═══ Exercise materials

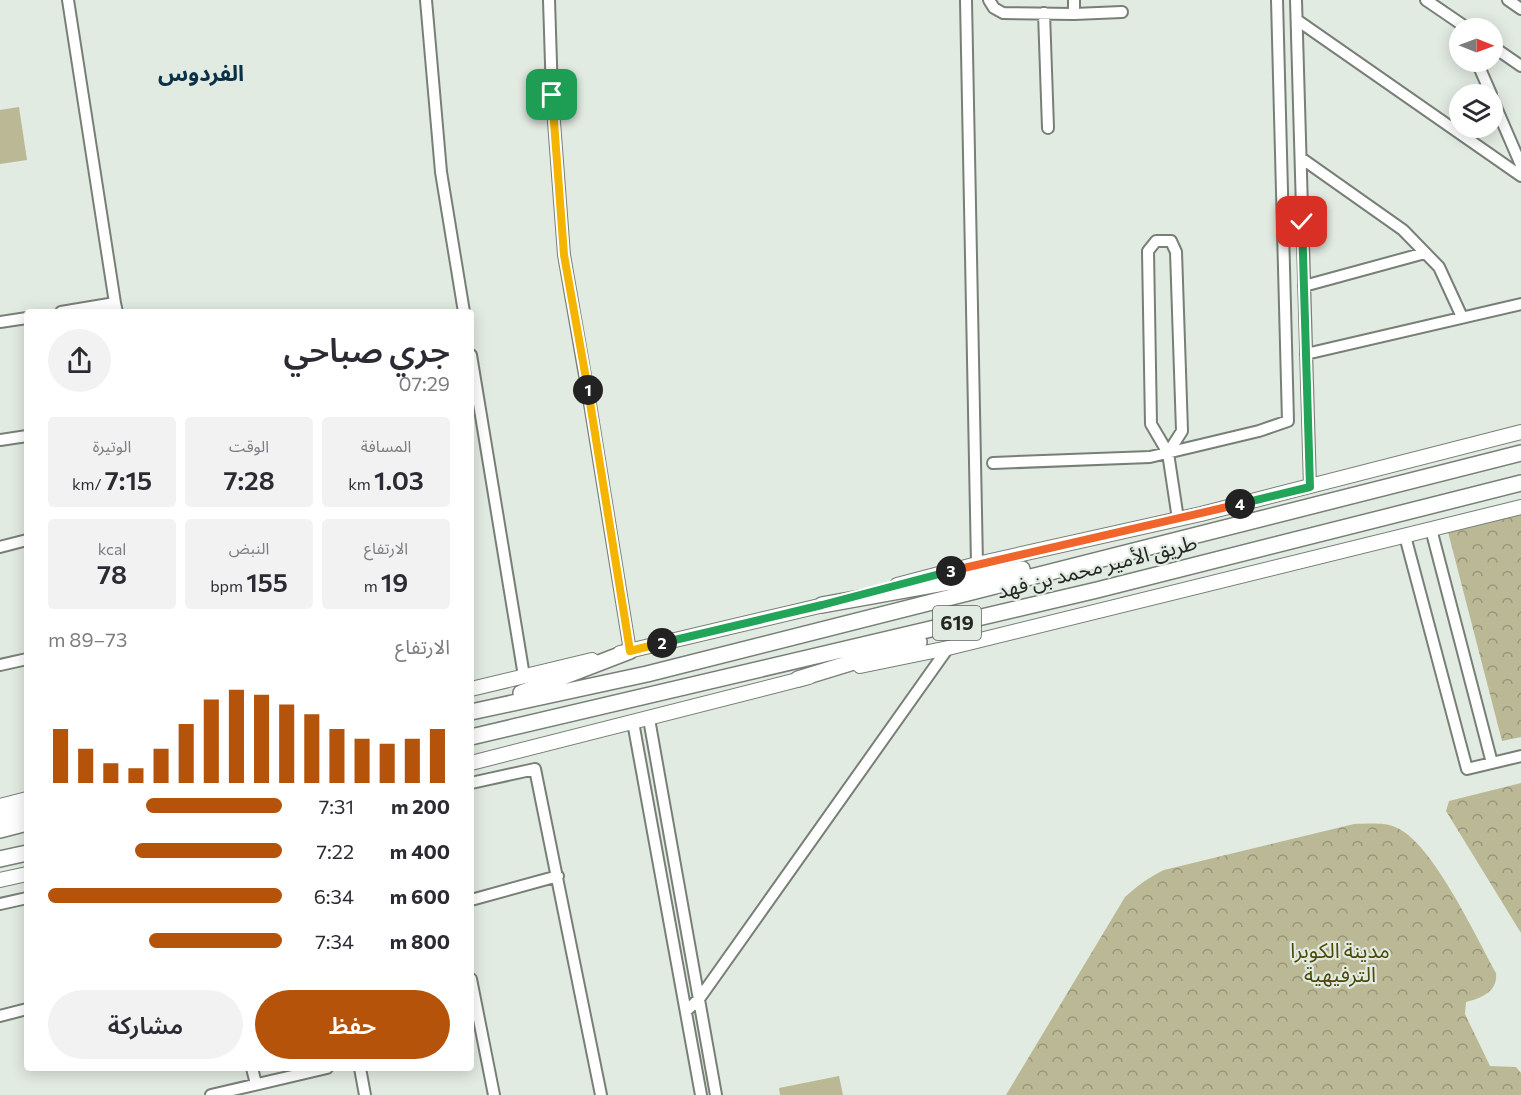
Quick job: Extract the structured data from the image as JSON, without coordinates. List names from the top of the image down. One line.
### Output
{"streets":{"highway":["طريق الأمير محمد بن فهد","619"]},"districts":["الفردوس"],"parks":["مدينة الكوبرا الترفيهية"],"north":"right","page":{"heading":["جري صباحي","07:29"],"pins":["1","4","3","2"],"stats":[["المسافة","1.03 km"],["الوقت","7:28"],["الوتيرة","7:15 /km"],["الارتفاع","19 m"],["النبض","155 bpm"],["kcal","78"]],"chart":["الارتفاع","73–89 m"],"list":[{"name":"200 m","note":"7:31"},{"name":"400 m","note":"7:22"},{"name":"600 m","note":"6:34"},{"name":"800 m","note":"7:34"}],"buttons":["حفظ","مشاركة"]}}
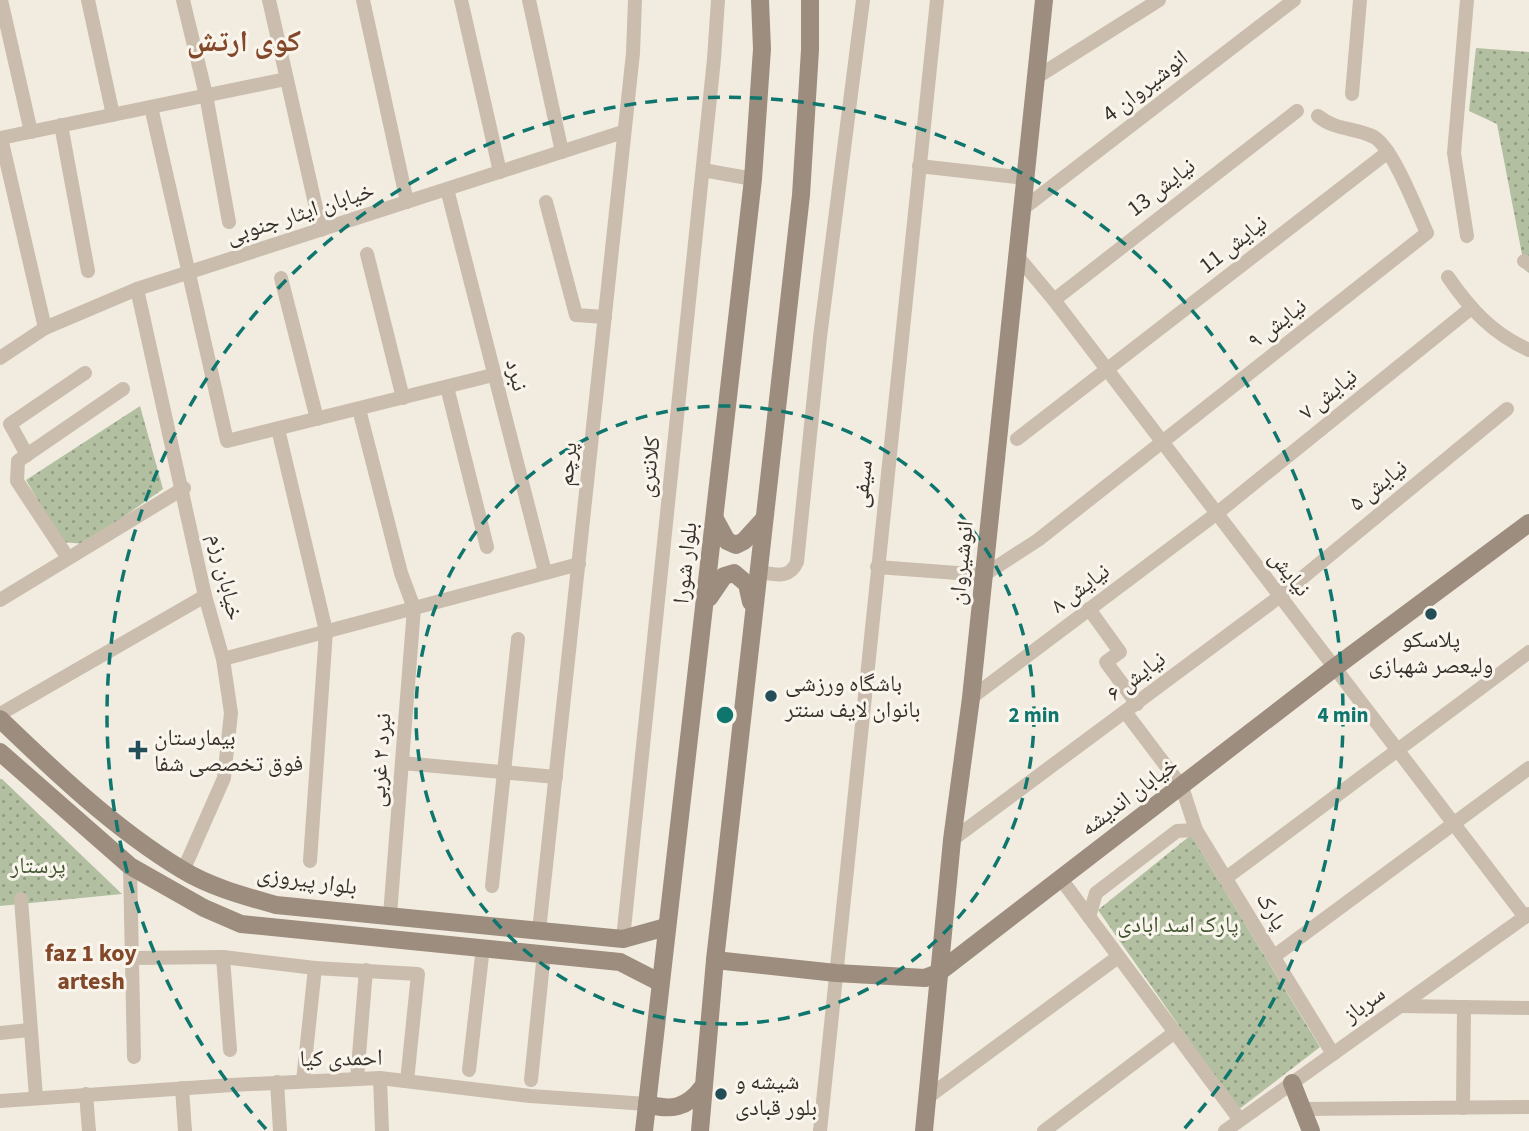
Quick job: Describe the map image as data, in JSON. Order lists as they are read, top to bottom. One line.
{"streets":{"main road":["بلوار شورا","انوشیروان","خیابان اندیشه","بلوار پیروزی"],"street":["انوشیروان 4","نیایش 13","خیابان ایثار جنوبی","نیایش 11","نیایش ۹","نبرد","نیایش ۷","پرچم","کلانتری","سیفی","نیایش ۵","نیایش","خیابان رزم","نیایش ۸","نیایش ۶","نبرد ۲ غربی","پارک","سرباز","احمدی کیا"]},"crossings":[["انوشیروان 4","انوشیروان"],["نیایش 13","نیایش"],["خیابان ایثار جنوبی","نبرد"],["خیابان ایثار جنوبی","پرچم"],["خیابان ایثار جنوبی","خیابان رزم"],["نیایش 11","نیایش ۹"],["نیایش 11","نیایش"],["نیایش ۹","انوشیروان"],["نیایش ۹","نیایش"],["نیایش ۷","نیایش"],["نیایش ۷","نیایش ۸"],["پرچم","بلوار پیروزی"],["کلانتری","بلوار پیروزی"],["نیایش ۵","نیایش"],["نیایش ۵","نیایش ۶"],["بلوار شورا","بلوار پیروزی"],["بلوار شورا","احمدی کیا"],["انوشیروان","نیایش"],["انوشیروان","نیایش ۸"],["انوشیروان","نیایش ۶"],["انوشیروان","خیابان اندیشه"],["نیایش","نیایش ۸"],["نیایش","نیایش ۶"],["نیایش","خیابان اندیشه"],["نیایش","سرباز"],["خیابان رزم","بلوار پیروزی"],["نیایش ۸","پارک"],["نیایش ۶","پارک"],["نبرد ۲ غربی","بلوار پیروزی"],["خیابان اندیشه","پارک"],["پارک","سرباز"]],"districts":["کوی ارتش","faz 1 koy artesh"],"parks":["پرستار","پارک اسد ابادی"],"places":{"other":["پلاسکو ولیعصر شهبازی","باشگاه ورزشی بانوان لایف سنتر","شیشه و بلور قبادی"],"health":["بیمارستان فوق تخصصی شفا"]},"rings":["2 min","4 min"]}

══════

-- Task instructions --
In the copy, every entry appears exactly as written above and no picture appears.

-- Response for this exercise --
Quick job: Extract the structured data from the image as JSON, without coordinates. List names from the top of the image down. One line.
### Output
{"streets":{"highway":["طريق الأمير محمد بن فهد","619"]},"districts":["الفردوس"],"parks":["مدينة الكوبرا الترفيهية"],"north":"right","page":{"heading":["جري صباحي","07:29"],"pins":["1","4","3","2"],"stats":[["المسافة","1.03 km"],["الوقت","7:28"],["الوتيرة","7:15 /km"],["الارتفاع","19 m"],["النبض","155 bpm"],["kcal","78"]],"chart":["الارتفاع","73–89 m"],"list":[{"name":"200 m","note":"7:31"},{"name":"400 m","note":"7:22"},{"name":"600 m","note":"6:34"},{"name":"800 m","note":"7:34"}],"buttons":["حفظ","مشاركة"]}}
Quick job: Describe the map image as data, in JSON. Order lists as they are read, top to bottom. One line.
{"streets":{"main road":["بلوار شورا","انوشیروان","خیابان اندیشه","بلوار پیروزی"],"street":["انوشیروان 4","نیایش 13","خیابان ایثار جنوبی","نیایش 11","نیایش ۹","نبرد","نیایش ۷","پرچم","کلانتری","سیفی","نیایش ۵","نیایش","خیابان رزم","نیایش ۸","نیایش ۶","نبرد ۲ غربی","پارک","سرباز","احمدی کیا"]},"crossings":[["انوشیروان 4","انوشیروان"],["نیایش 13","نیایش"],["خیابان ایثار جنوبی","نبرد"],["خیابان ایثار جنوبی","پرچم"],["خیابان ایثار جنوبی","خیابان رزم"],["نیایش 11","نیایش ۹"],["نیایش 11","نیایش"],["نیایش ۹","انوشیروان"],["نیایش ۹","نیایش"],["نیایش ۷","نیایش"],["نیایش ۷","نیایش ۸"],["پرچم","بلوار پیروزی"],["کلانتری","بلوار پیروزی"],["نیایش ۵","نیایش"],["نیایش ۵","نیایش ۶"],["بلوار شورا","بلوار پیروزی"],["بلوار شورا","احمدی کیا"],["انوشیروان","نیایش"],["انوشیروان","نیایش ۸"],["انوشیروان","نیایش ۶"],["انوشیروان","خیابان اندیشه"],["نیایش","نیایش ۸"],["نیایش","نیایش ۶"],["نیایش","خیابان اندیشه"],["نیایش","سرباز"],["خیابان رزم","بلوار پیروزی"],["نیایش ۸","پارک"],["نیایش ۶","پارک"],["نبرد ۲ غربی","بلوار پیروزی"],["خیابان اندیشه","پارک"],["پارک","سرباز"]],"districts":["کوی ارتش","faz 1 koy artesh"],"parks":["پرستار","پارک اسد ابادی"],"places":{"other":["پلاسکو ولیعصر شهبازی","باشگاه ورزشی بانوان لایف سنتر","شیشه و بلور قبادی"],"health":["بیمارستان فوق تخصصی شفا"]},"rings":["2 min","4 min"]}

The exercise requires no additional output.